The individual contributions of the fat/protein and sugar components of the ice cream meal to postprandial inflammation and oxidative stress were also quantified.
Using a randomized, crossover design, 11 healthy participants ingested 4 test meals:
- Ice cream,
- The fat/protein component in ice cream,
- and the sugar equivalent component in ice cream.

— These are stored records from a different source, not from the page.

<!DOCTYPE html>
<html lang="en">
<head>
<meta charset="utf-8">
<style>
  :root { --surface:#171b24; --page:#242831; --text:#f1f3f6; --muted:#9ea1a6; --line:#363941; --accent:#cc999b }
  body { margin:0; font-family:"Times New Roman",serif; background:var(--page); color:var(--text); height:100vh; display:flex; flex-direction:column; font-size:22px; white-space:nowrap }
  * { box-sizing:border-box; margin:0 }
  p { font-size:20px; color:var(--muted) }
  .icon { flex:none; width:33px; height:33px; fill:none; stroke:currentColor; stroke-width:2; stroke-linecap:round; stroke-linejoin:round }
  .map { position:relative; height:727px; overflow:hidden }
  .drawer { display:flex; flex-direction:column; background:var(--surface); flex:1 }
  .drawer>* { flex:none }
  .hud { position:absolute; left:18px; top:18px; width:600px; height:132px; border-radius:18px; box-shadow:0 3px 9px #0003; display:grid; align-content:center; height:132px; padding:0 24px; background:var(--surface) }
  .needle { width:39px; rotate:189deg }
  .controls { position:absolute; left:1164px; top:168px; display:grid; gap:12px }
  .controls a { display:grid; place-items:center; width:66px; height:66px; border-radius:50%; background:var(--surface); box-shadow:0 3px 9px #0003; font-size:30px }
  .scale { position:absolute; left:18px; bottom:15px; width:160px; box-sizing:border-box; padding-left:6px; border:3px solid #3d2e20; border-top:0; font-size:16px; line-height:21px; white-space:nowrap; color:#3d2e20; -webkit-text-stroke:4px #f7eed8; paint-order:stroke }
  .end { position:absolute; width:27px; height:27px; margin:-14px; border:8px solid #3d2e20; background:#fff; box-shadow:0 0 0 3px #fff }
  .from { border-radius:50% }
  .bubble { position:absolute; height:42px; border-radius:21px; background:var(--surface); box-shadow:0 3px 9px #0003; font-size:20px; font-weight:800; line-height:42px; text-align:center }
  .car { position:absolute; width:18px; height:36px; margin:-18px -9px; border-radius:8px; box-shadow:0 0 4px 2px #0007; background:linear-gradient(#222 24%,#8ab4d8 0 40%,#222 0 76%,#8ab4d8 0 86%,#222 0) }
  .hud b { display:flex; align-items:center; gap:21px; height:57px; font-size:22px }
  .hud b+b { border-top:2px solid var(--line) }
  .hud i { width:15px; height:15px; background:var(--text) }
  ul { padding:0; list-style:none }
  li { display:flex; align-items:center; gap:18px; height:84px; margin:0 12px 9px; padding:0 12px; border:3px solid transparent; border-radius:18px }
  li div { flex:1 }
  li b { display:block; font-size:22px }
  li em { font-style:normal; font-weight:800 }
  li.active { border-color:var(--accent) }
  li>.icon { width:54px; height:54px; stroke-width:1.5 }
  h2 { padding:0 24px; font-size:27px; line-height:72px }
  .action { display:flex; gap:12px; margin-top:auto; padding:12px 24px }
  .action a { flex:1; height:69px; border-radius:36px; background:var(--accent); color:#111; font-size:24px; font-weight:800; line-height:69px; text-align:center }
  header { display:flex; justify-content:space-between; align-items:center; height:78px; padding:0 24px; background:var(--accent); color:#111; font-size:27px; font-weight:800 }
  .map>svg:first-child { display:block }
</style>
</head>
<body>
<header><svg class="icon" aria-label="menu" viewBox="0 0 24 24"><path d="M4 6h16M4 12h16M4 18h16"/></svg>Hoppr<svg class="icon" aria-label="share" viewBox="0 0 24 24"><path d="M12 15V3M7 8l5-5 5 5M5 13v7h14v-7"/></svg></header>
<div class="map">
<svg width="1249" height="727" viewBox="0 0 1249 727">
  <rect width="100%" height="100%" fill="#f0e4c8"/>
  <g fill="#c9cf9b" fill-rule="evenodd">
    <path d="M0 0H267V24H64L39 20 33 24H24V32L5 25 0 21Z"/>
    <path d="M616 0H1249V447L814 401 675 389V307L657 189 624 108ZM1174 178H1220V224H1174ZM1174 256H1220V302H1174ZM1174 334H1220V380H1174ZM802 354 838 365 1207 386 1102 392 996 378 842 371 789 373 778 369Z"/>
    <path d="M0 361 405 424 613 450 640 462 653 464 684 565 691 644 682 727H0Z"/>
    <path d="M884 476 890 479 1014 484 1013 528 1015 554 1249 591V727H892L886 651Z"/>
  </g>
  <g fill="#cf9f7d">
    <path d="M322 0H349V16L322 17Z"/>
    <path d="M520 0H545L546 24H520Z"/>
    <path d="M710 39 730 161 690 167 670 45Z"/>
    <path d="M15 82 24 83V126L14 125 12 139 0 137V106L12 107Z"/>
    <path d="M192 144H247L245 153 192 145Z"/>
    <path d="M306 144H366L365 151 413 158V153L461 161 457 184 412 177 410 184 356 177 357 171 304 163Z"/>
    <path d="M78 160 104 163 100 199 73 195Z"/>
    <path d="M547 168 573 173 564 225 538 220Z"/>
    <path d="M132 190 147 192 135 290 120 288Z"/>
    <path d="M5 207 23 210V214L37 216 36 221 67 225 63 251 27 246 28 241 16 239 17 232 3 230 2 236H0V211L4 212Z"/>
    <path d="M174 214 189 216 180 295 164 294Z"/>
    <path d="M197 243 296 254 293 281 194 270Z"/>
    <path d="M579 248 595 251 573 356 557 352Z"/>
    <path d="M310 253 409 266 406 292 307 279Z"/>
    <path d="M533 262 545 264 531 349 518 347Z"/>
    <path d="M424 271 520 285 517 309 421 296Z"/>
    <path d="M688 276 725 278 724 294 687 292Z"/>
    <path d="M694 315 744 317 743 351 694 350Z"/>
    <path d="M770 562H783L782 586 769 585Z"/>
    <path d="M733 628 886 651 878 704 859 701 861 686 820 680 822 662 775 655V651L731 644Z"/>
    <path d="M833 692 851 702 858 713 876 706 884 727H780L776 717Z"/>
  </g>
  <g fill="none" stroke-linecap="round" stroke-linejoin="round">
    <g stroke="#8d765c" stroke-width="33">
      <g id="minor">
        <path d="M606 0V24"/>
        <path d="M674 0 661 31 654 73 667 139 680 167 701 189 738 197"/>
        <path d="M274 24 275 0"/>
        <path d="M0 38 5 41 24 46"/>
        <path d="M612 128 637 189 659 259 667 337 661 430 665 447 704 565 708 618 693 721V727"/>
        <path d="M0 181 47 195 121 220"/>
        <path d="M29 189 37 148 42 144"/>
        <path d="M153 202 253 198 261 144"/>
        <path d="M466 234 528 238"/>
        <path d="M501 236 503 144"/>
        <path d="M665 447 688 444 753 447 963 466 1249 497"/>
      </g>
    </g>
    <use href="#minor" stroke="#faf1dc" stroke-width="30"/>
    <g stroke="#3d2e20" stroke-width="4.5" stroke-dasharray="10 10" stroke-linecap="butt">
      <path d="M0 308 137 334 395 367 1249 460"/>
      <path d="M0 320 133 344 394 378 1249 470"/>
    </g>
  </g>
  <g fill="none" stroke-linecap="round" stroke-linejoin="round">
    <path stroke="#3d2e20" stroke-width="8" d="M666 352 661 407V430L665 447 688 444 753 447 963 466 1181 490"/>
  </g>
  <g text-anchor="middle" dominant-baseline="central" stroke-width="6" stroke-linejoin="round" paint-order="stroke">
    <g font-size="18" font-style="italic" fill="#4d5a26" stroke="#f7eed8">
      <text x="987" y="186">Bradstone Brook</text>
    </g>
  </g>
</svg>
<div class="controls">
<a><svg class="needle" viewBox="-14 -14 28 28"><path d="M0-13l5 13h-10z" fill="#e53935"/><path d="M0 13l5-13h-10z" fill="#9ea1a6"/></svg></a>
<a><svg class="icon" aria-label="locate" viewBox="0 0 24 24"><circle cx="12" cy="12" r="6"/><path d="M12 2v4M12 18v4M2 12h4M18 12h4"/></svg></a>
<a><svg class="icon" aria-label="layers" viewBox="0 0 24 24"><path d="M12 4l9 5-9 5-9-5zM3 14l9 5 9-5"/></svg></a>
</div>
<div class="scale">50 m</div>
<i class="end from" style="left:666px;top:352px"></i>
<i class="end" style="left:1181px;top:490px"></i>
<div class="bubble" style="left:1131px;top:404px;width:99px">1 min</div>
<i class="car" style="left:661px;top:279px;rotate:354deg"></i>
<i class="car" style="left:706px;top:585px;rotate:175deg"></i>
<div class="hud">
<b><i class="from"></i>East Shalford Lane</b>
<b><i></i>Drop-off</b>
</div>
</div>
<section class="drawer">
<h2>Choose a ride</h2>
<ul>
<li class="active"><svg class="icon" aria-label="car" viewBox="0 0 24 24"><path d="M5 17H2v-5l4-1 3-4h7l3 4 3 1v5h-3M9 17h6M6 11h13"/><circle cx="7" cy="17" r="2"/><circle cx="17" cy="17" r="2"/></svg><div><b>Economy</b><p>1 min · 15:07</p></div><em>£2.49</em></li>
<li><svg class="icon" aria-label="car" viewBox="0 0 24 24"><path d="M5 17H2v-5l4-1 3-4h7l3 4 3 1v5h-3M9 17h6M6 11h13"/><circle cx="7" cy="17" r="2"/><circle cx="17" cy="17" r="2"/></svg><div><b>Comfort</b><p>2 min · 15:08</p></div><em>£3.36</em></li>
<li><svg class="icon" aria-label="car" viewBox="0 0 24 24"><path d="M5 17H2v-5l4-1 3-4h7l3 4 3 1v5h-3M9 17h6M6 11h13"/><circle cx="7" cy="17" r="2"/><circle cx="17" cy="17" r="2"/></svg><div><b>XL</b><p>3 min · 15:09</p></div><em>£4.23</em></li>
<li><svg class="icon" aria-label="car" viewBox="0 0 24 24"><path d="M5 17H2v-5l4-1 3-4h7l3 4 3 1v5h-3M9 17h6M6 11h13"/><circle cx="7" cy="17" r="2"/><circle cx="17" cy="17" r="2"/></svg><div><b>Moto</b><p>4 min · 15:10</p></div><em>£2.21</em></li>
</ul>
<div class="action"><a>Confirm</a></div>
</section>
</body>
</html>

Plasma glucose, cholesterol, triglycerides, and inflammatory and oxidative stress markers were measured at baseline and 1, 2, and 4 hours (t1, t2, t4) after ingestion. Lipid peroxidation was increased at 2 hours after eating fat/protein (t0-t2, P < .05) and sugar (t1-t2, P < .05; t1-t4, P < .05). Antioxidant capacity was decreased at 4 hours after eating ice cream (t0-t4, P < .01) and sugar (t0-t4, P < .01). Ingestion of a kilojoule-equivalent avocado meal did not produce any changes in either inflammatory or oxidative stress markers. These data indicate that the ingestion of a phytonutrient-poor food and its individual fat/protein or sugar components increase plasma oxidative activity. This is not observed after ingestion of a kilojoule-equivalent phytonutrient-rich food.